### WORK INSTRUCTIONS
Scan the material and copy every line in which "above" appears.

### RECORDS TO PROCESS
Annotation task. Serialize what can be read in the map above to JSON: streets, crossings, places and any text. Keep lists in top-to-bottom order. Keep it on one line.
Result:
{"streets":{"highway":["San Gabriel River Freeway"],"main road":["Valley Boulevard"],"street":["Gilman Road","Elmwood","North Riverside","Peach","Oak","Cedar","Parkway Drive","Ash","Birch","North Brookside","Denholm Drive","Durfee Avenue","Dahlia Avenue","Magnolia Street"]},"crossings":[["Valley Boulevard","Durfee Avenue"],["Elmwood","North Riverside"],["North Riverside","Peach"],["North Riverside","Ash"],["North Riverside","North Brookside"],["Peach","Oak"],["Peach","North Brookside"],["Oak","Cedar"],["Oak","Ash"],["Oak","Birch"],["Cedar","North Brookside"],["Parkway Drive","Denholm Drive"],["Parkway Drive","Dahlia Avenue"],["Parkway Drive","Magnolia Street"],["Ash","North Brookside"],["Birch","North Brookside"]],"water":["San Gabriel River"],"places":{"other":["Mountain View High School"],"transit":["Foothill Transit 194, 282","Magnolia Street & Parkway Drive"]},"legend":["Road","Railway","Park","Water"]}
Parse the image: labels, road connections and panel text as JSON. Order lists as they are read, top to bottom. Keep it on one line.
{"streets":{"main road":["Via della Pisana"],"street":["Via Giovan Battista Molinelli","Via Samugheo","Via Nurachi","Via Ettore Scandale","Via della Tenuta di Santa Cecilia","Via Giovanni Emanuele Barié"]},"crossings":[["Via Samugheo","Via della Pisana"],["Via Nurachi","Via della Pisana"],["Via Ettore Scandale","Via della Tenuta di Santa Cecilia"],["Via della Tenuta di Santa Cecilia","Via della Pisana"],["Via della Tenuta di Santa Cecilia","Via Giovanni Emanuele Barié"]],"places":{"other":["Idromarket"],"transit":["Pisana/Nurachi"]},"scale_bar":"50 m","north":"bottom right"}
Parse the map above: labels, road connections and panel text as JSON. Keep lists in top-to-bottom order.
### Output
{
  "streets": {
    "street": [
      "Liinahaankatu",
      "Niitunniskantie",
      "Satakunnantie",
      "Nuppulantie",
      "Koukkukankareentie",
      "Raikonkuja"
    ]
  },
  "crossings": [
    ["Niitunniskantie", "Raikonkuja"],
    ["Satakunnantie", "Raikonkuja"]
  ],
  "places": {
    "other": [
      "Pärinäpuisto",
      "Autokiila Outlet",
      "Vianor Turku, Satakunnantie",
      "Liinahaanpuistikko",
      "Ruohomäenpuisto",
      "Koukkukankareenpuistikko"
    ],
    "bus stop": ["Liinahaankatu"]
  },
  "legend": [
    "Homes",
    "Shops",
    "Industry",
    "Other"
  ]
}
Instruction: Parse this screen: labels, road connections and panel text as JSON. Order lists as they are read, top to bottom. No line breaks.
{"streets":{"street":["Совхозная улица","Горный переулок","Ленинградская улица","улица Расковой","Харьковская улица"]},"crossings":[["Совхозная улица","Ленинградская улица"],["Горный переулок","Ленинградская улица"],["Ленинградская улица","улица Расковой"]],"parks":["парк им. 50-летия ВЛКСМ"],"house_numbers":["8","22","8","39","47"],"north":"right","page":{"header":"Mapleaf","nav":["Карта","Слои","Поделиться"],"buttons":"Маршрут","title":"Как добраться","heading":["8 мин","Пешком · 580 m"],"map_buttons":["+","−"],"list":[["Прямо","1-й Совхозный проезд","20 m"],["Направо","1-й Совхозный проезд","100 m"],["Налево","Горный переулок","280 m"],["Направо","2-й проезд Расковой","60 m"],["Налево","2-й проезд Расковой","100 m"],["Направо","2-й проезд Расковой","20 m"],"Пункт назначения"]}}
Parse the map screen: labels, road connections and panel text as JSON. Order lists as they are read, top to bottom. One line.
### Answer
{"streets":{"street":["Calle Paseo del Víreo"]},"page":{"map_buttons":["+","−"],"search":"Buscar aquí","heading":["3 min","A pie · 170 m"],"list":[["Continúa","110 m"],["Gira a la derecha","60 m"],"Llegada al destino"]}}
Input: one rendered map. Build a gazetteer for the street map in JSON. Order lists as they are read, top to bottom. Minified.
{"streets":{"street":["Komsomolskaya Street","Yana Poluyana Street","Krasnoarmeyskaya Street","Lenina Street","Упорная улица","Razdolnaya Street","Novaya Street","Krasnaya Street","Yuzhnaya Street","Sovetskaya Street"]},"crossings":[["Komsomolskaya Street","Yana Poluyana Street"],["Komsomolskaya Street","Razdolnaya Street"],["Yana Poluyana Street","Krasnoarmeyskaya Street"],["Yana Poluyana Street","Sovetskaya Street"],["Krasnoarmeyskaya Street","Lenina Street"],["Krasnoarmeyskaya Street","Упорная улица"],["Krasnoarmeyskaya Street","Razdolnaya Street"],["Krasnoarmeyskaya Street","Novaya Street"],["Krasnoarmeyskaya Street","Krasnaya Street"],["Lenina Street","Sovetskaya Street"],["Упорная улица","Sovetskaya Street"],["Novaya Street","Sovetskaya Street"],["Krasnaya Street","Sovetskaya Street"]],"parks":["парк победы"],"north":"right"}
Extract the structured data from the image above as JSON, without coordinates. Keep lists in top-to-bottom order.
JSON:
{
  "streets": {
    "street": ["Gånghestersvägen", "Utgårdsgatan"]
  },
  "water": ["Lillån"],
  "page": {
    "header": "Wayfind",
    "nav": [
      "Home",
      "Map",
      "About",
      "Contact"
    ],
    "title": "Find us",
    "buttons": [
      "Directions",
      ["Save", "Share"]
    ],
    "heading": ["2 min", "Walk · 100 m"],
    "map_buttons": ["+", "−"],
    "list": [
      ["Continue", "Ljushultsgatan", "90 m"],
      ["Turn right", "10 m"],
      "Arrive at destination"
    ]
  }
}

### SOLUTION FOR THIS TASK
Annotation task. Serialize what can be read in the map above to JSON: streets, crossings, places and any text. Keep lists in top-to-bottom order. Keep it on one line.
Parse the map above: labels, road connections and panel text as JSON. Keep lists in top-to-bottom order.
Extract the structured data from the image above as JSON, without coordinates. Keep lists in top-to-bottom order.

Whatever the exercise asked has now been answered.